All RPC messages sent over a stream are prefixed with the message length in bytes, encoded as an unsigned variable length integer as defined by the multiformats unsigned-varint spec.

All RPC messages conform to the following protobuf:

syntax = "proto3";

// Record represents a dht record that contains a value
// for a key value pair
message Record {
    // The key that references this record
    bytes key = 1;

    // The actual value this record is storing
    bytes value = 2;

    // Note: These fields were removed from the Record message
    //
    // Hash of the authors public key
    // optional string author = 3;
    // A PKI signature for the key+value+author
    // optional bytes signature = 4;

    // Time the record was received, set by receiver
    // Formatted according to https://datatracker.ietf.org/doc/html/rfc3339
    string timeReceived = 5;
};

message Message {
    enum MessageType {
        PUT_VALUE = 0;
        GET_VALUE = 1;
        ADD_PROVIDER = 2;
        GET_PROVIDERS = 3;
        FIND_NODE = 4;
        PING = 5; // DEPRECATED
    }

    enum ConnectionType {
        // sender does not have a connection to peer, and no extra information (default)
        NOT_CONNECTED = 0;

        // sender has a live connection to peer
        CONNECTED = 1;

        // sender recently connected to peer
        CAN_CONNECT = 2;

        // sender recently tried to connect to peer repeatedly but failed to connect
        // ("try" here is loose, but this should signal "made strong effort, failed")
        CANNOT_CONNECT = 3;
    }

    message Peer {
        // ID of a given peer.
        bytes id = 1;

        // multiaddrs for a given peer
        repeated bytes addrs = 2;

        // used to signal the sender's connection capabilities to the peer
        ConnectionType connection = 3;
    }

    // defines what type of message it is.
    MessageType type = 1;

    // defines what coral cluster level this query/response belongs to.
    // in case we want to implement coral's cluster rings in the future.
    int32 clusterLevelRaw = 10; // NOT USED

    // Used to specify the key associated with this message.
    // PUT_VALUE, GET_VALUE, ADD_PROVIDER, GET_PROVIDERS
    bytes key = 2;

    // Used to return a value
    // PUT_VALUE, GET_VALUE
    Record record = 3;

    // Used to return peers closer to a key in a query
    // GET_VALUE, GET_PROVIDERS, FIND_NODE
    repeated Peer closerPeers = 8;

    // Used to return Providers
    // GET_VALUE, ADD_PROVIDER, GET_PROVIDERS
    repeated Peer providerPeers = 9;
}

These are the requirements for each MessageType:

FIND_NODE: In the request key must be set to the binary PeerId of the node to be found. In the response closerPeers is set to the DHT Server's k closest Peers.
GET_VALUE: In the request key is an unstructured array of bytes. closerPeers is set to the k closest peers. If key is found in the datastore record is set to the value for the given key.
PUT_VALUE: In the request record is set to the record to be stored and key on Message is set to equal key of the Record.
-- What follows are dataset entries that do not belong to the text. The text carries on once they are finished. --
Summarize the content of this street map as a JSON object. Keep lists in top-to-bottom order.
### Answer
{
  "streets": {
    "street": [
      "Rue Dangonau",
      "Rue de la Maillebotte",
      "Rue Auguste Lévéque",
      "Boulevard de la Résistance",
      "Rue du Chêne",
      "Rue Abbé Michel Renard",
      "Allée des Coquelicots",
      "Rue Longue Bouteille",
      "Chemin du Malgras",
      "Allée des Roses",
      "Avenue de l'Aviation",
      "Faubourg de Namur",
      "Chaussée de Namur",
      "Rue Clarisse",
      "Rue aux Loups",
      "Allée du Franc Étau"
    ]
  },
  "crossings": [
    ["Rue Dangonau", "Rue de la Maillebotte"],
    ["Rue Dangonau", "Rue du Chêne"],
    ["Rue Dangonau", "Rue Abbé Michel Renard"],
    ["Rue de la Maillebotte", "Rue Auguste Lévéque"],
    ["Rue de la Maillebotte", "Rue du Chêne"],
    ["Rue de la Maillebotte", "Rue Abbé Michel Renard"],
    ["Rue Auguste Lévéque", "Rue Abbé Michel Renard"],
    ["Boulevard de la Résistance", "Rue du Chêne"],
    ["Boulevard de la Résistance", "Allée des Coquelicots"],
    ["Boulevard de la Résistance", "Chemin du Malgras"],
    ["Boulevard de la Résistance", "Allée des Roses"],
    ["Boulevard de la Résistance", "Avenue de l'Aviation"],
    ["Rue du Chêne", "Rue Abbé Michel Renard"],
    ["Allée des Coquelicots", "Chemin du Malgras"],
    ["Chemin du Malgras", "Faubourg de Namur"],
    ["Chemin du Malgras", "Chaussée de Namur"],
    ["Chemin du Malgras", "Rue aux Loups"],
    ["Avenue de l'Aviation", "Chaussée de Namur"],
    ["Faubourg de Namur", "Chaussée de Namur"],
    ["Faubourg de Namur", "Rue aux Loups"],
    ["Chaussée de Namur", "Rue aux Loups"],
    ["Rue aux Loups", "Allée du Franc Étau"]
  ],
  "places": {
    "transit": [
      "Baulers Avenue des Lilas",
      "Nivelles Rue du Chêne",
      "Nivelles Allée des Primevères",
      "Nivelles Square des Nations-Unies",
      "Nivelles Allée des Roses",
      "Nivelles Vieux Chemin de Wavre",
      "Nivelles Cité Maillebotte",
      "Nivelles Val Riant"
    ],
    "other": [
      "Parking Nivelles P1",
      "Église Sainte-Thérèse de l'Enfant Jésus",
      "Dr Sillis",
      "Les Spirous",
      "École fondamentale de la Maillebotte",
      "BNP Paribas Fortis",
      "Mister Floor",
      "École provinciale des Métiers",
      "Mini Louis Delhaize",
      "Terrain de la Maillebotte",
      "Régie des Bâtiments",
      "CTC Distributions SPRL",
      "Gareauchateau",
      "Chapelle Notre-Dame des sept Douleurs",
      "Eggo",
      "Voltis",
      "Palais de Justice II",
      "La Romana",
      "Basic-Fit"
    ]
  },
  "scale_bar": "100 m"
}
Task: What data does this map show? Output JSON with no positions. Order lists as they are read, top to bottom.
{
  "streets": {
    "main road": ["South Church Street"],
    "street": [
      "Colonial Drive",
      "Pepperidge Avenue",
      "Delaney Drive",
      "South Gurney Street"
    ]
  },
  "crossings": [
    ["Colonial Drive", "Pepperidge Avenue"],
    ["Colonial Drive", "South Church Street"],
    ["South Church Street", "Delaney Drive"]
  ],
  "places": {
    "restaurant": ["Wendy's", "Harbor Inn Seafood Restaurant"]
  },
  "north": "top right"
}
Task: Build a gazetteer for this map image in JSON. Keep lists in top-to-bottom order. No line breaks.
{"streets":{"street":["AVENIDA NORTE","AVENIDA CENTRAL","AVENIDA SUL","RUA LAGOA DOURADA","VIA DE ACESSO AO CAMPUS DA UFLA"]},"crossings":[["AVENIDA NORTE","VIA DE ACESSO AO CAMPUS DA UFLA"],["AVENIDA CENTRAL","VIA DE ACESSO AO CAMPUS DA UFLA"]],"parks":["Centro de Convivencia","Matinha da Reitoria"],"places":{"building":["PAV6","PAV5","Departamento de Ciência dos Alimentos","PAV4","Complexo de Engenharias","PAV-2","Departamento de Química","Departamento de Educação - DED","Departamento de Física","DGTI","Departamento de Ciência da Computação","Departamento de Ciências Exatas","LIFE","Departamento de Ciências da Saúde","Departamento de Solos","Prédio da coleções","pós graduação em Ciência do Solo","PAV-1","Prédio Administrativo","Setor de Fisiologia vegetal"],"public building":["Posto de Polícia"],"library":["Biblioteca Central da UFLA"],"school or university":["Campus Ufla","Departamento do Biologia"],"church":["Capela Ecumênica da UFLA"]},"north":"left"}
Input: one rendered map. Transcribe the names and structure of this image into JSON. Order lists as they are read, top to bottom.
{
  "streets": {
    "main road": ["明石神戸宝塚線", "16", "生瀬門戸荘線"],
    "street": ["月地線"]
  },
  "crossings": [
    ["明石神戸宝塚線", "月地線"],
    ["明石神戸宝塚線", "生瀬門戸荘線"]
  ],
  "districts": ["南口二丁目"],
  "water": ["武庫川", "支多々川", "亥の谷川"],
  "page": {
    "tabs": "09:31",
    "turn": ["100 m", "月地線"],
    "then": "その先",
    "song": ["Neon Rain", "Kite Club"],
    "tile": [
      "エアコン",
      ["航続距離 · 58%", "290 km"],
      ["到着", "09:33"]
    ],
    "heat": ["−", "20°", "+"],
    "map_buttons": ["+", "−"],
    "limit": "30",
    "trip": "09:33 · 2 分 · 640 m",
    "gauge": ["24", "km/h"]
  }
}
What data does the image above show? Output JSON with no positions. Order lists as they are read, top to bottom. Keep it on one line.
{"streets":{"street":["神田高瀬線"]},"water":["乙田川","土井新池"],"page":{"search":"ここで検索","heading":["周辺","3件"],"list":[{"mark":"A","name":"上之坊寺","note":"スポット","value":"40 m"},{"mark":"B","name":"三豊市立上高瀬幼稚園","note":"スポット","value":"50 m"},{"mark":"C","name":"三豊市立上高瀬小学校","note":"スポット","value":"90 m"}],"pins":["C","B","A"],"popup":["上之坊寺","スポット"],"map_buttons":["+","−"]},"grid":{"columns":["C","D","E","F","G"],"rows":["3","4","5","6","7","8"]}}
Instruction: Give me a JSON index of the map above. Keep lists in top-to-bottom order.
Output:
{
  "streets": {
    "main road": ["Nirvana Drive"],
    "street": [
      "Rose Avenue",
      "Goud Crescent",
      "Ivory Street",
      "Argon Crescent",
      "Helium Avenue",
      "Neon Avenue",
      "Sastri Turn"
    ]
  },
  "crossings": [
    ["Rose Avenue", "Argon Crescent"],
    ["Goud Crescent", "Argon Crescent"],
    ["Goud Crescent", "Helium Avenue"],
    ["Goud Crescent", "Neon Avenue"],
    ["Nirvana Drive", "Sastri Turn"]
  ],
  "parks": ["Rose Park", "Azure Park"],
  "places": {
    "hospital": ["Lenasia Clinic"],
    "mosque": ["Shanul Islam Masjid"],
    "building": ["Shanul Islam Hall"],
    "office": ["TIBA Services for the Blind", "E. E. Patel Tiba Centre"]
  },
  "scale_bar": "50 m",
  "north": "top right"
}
The target node validates record, and if it is valid, it stores it in the datastore and as a response echoes the request.
GET_PROVIDERS: In the request key is set to the multihash contained in the target CID. The target node returns the known providerPeers (if any) and the k closest known closerPeers.
ADD_PROVIDER: In the request key is set to the multihash contained in the target CID. The target node verifies key is a valid multihash, all providerPeers matching the RPC sender's PeerID are recorded as providers.
PING: Deprecated message type replaced by the dedicated ping protocol.

If a DHT server receives an invalid request, it simply closes the libp2p stream without responding.